[PATCHSET,0/6] Enable NO_OFFLOAD support

Message ID	20230419162552.576489-1-axboe@kernel.dk (mailing list archive)
Headers	show Return-Path: <io-uring-owner@vger.kernel.org> From: Jens Axboe <axboe@kernel.dk> To: io-uring@vger.kernel.org Cc: luhongfei@vivo.com Subject: [PATCHSET 0/6] Enable NO_OFFLOAD support Date: Wed, 19 Apr 2023 10:25:46 -0600 Message-Id: <20230419162552.576489-1-axboe@kernel.dk> MIME-Version: 1.0 Content-Transfer-Encoding: 8bit Precedence: bulk
Series	Enable NO_OFFLOAD support \| expand [PATCHSET,0/6] Enable NO_OFFLOAD support [1/6] io_uring: grow struct io_kiocb 'flags' to a 64-bit value [2/6] io_uring: move poll_refs up a cacheline to fill a hole [3/6] io_uring: add support for NO_OFFLOAD [4/6] Revert "io_uring: always go async for unsupported fadvise flags" [5/6] Revert "io_uring: for requests that require async, force it" [6/6] io_uring: mark opcodes that always need io-wq punt

Message ID

20230419162552.576489-1-axboe@kernel.dk (mailing list archive)

Headers

From: Jens Axboe <axboe@kernel.dk>
To: io-uring@vger.kernel.org
Cc: luhongfei@vivo.com
Subject: [PATCHSET 0/6] Enable NO_OFFLOAD support
Date: Wed, 19 Apr 2023 10:25:46 -0600
Message-Id: <20230419162552.576489-1-axboe@kernel.dk>
MIME-Version: 1.0
Content-Transfer-Encoding: 8bit
Precedence: bulk

Series

Enable NO_OFFLOAD support | expand

Message

Jens Axboe April 19, 2023, 4:25 p.m.
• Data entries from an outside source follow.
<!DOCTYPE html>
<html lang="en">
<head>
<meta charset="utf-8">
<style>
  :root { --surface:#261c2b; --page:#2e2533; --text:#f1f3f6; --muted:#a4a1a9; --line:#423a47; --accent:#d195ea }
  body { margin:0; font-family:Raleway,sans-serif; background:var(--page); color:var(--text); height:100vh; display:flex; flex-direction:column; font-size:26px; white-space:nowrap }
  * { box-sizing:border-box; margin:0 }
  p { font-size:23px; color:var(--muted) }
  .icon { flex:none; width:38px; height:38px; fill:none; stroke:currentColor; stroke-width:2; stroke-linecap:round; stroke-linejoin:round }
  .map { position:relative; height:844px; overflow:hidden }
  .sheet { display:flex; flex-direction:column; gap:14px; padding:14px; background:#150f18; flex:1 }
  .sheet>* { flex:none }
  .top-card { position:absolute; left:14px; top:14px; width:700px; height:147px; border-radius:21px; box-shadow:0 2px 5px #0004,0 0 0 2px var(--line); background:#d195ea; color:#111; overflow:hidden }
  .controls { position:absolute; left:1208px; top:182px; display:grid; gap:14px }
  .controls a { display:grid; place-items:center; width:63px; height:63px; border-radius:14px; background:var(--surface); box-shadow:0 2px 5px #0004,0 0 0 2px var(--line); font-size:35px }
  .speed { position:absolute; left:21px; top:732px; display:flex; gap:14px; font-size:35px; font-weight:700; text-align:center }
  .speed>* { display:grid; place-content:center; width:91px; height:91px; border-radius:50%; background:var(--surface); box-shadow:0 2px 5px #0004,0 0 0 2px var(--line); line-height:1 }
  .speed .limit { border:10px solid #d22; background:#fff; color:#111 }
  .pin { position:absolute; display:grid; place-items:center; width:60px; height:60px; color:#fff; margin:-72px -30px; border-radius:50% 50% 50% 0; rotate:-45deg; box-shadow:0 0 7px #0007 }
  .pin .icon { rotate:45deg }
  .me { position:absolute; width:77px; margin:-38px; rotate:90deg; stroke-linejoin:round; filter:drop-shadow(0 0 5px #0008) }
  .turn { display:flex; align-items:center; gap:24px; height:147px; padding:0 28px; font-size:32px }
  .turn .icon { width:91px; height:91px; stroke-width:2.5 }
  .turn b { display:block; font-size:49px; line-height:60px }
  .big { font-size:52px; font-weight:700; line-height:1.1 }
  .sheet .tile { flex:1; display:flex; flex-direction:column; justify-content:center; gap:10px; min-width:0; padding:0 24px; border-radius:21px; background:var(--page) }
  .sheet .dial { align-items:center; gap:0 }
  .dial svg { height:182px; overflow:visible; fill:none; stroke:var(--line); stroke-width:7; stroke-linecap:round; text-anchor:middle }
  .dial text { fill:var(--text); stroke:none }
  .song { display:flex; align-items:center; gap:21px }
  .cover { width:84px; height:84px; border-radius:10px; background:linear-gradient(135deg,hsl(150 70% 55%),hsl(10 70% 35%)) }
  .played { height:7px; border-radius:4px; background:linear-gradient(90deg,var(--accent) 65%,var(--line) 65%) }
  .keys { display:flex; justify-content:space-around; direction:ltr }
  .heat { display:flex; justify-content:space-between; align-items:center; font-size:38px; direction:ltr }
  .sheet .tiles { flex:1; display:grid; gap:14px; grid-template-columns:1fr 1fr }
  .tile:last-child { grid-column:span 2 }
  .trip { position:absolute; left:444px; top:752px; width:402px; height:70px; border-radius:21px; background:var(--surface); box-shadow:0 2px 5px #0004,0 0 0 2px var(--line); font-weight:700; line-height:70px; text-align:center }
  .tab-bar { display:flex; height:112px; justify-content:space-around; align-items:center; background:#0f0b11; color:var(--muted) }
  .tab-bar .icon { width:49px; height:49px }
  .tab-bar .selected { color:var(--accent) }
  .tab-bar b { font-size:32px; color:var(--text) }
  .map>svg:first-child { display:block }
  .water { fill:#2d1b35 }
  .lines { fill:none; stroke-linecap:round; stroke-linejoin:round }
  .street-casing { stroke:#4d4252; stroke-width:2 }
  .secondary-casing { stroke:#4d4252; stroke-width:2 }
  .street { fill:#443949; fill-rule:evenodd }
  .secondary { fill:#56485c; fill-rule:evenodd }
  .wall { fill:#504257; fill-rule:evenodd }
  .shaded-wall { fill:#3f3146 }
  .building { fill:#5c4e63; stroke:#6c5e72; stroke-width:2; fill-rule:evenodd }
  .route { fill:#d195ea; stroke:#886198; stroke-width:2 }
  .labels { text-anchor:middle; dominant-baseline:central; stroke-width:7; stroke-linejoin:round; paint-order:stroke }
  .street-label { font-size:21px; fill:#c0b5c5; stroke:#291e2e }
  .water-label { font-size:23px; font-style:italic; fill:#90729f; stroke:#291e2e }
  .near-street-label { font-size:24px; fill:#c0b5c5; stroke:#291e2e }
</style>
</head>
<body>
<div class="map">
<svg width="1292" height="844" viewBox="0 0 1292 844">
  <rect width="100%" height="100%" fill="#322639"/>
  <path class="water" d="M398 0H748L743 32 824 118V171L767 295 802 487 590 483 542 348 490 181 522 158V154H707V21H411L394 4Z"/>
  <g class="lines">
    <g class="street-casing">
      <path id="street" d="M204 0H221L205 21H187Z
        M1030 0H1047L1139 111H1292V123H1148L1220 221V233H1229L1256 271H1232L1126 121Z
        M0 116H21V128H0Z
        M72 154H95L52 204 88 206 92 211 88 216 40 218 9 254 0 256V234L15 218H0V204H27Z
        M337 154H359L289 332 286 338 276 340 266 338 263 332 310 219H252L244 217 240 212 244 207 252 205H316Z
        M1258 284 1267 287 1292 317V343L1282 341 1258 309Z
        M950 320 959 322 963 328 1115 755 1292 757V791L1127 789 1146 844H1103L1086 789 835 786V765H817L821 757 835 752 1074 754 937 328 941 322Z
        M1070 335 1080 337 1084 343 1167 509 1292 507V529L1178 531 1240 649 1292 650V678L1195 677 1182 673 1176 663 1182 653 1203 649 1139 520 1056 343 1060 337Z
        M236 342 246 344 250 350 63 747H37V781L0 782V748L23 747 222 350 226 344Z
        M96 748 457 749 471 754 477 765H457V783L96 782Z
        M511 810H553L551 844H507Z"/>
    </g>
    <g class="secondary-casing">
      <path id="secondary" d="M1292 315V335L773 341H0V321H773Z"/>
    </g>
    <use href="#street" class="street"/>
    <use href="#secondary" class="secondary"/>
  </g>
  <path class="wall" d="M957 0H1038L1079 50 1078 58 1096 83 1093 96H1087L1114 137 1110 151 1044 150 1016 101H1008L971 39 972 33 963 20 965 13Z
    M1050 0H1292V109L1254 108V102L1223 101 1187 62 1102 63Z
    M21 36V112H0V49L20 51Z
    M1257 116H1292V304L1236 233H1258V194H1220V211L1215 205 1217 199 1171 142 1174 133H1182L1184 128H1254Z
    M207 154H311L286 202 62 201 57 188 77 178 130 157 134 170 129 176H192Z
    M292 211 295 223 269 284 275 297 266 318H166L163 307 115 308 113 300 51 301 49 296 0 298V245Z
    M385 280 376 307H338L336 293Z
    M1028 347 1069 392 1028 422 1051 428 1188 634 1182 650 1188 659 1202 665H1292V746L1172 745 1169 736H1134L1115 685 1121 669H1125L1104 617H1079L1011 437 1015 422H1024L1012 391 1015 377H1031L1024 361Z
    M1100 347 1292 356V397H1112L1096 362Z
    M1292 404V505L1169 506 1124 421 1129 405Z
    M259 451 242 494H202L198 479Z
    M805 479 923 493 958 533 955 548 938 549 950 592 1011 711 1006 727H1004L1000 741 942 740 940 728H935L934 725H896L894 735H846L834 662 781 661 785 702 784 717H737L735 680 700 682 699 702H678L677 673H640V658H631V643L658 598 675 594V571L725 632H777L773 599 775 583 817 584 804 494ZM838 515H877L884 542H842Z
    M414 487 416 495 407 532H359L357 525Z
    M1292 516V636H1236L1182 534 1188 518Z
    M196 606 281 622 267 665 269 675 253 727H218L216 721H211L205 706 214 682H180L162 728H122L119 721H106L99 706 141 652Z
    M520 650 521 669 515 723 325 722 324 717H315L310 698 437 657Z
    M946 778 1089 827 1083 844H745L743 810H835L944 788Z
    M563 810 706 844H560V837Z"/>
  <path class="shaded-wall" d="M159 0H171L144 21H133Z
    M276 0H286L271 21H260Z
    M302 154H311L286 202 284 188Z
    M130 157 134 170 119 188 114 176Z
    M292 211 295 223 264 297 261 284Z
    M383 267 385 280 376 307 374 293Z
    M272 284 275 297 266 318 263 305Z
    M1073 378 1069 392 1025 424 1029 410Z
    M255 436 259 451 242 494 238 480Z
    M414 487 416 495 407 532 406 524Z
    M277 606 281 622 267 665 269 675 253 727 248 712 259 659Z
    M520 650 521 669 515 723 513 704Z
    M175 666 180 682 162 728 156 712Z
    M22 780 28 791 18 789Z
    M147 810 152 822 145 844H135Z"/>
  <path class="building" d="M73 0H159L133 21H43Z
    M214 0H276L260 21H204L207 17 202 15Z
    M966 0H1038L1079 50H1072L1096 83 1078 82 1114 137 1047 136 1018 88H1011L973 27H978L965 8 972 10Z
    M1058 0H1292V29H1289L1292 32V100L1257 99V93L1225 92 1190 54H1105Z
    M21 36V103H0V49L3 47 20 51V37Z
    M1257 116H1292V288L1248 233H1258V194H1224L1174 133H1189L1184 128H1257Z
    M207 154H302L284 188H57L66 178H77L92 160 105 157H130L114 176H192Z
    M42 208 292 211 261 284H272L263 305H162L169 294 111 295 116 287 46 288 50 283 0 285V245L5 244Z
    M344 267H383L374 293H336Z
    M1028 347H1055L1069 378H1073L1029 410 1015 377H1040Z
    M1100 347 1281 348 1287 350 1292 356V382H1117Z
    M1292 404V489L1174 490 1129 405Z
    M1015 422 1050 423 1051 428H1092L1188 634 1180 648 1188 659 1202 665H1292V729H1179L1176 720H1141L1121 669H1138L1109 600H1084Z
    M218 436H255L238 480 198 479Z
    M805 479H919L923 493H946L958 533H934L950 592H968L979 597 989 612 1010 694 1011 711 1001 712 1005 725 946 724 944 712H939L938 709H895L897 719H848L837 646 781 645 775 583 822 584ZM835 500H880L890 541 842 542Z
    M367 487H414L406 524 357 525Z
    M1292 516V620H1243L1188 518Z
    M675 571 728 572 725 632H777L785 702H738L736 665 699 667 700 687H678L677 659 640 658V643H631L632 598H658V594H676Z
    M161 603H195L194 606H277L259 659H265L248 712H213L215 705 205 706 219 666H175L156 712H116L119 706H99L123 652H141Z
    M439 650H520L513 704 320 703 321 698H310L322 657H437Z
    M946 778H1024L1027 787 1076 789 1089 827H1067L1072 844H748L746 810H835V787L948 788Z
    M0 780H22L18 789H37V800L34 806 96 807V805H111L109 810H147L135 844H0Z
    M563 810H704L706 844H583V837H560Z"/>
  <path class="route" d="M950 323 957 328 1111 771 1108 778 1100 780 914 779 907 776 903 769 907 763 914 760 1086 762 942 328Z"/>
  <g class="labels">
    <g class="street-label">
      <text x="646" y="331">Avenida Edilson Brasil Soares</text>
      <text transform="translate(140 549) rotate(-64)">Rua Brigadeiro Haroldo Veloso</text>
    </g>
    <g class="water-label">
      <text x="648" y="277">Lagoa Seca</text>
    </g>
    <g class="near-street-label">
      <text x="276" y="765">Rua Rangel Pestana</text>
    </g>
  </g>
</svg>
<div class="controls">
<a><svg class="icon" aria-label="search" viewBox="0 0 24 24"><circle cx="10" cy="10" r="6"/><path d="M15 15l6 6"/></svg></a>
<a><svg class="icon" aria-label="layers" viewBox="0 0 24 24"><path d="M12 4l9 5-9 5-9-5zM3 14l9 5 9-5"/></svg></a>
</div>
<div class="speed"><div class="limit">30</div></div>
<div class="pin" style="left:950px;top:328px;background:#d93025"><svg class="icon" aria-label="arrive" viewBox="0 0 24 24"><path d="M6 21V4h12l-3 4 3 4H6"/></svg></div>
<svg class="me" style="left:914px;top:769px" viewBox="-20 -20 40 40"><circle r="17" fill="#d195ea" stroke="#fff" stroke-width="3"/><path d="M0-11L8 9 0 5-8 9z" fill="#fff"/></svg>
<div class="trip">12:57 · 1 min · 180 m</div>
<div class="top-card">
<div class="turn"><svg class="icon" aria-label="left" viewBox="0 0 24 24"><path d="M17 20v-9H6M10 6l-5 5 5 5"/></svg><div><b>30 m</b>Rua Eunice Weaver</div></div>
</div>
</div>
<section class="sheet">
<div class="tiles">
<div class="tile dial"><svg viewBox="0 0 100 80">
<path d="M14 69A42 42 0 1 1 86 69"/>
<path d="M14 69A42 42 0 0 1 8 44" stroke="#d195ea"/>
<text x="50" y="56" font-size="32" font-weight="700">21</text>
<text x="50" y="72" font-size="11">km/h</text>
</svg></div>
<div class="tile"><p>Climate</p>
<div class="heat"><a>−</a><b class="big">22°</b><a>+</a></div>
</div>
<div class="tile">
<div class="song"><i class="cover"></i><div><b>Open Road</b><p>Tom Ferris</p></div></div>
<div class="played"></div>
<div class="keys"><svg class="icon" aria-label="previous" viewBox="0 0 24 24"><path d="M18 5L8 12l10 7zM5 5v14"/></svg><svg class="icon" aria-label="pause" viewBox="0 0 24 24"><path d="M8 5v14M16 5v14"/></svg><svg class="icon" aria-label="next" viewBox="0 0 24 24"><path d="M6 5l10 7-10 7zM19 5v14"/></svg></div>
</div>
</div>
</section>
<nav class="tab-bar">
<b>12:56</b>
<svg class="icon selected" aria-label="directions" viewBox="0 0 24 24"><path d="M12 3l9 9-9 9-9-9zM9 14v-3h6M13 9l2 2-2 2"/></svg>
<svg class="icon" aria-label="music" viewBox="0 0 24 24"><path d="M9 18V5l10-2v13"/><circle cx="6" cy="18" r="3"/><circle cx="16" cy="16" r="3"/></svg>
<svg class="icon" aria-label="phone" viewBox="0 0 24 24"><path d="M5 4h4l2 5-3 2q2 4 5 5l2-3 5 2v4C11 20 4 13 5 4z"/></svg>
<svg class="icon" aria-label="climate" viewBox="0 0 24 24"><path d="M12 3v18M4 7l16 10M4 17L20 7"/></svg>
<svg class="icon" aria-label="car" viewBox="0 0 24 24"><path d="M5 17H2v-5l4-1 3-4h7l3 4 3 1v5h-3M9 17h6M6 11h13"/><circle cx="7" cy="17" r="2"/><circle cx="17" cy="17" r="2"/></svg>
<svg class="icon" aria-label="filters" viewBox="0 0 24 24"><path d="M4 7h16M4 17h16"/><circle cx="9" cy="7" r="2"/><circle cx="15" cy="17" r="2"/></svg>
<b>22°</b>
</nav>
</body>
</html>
UTC

Hi,

This series enables support for forcing no-offload for requests that
otherwise would have been punted to io-wq. In essence, it bypasses
the normal non-blocking issue in favor of just letting the issue block.
This is only done for requests that would've otherwise hit io-wq in
the offload path, anything pollable will still be doing non-blocking
issue. See patch 3 for details.

Patches 1-2 are just prep patches, and patch 4-5 are reverts of async
cleanups, and patch 6 enables this for requests that don't support
nonblocking issue at all.

Comments

Pavel Begunkov April 20, 2023, 12:43 a.m. UTC | #1

On 4/19/23 17:25, Jens Axboe wrote:
> Hi,
> 
> This series enables support for forcing no-offload for requests that
> otherwise would have been punted to io-wq. In essence, it bypasses
> the normal non-blocking issue in favor of just letting the issue block.
> This is only done for requests that would've otherwise hit io-wq in
> the offload path, anything pollable will still be doing non-blocking
> issue. See patch 3 for details.

That's shooting ourselves in the leg.

1) It has never been easier to lock up userspace. They might be able
to deal with simple cases like read(pipe) + write(pipe), though even
that in a complex enough framework would cause debugging and associated
headache.

Now let's assume that the userspace submits nvme passthrough requests,
it exhausts tags and a request is left waiting there. To progress
forward one of the previous reqs should complete, but it's only putting
task in tw, which will never be run with DEFER_TASKRUN.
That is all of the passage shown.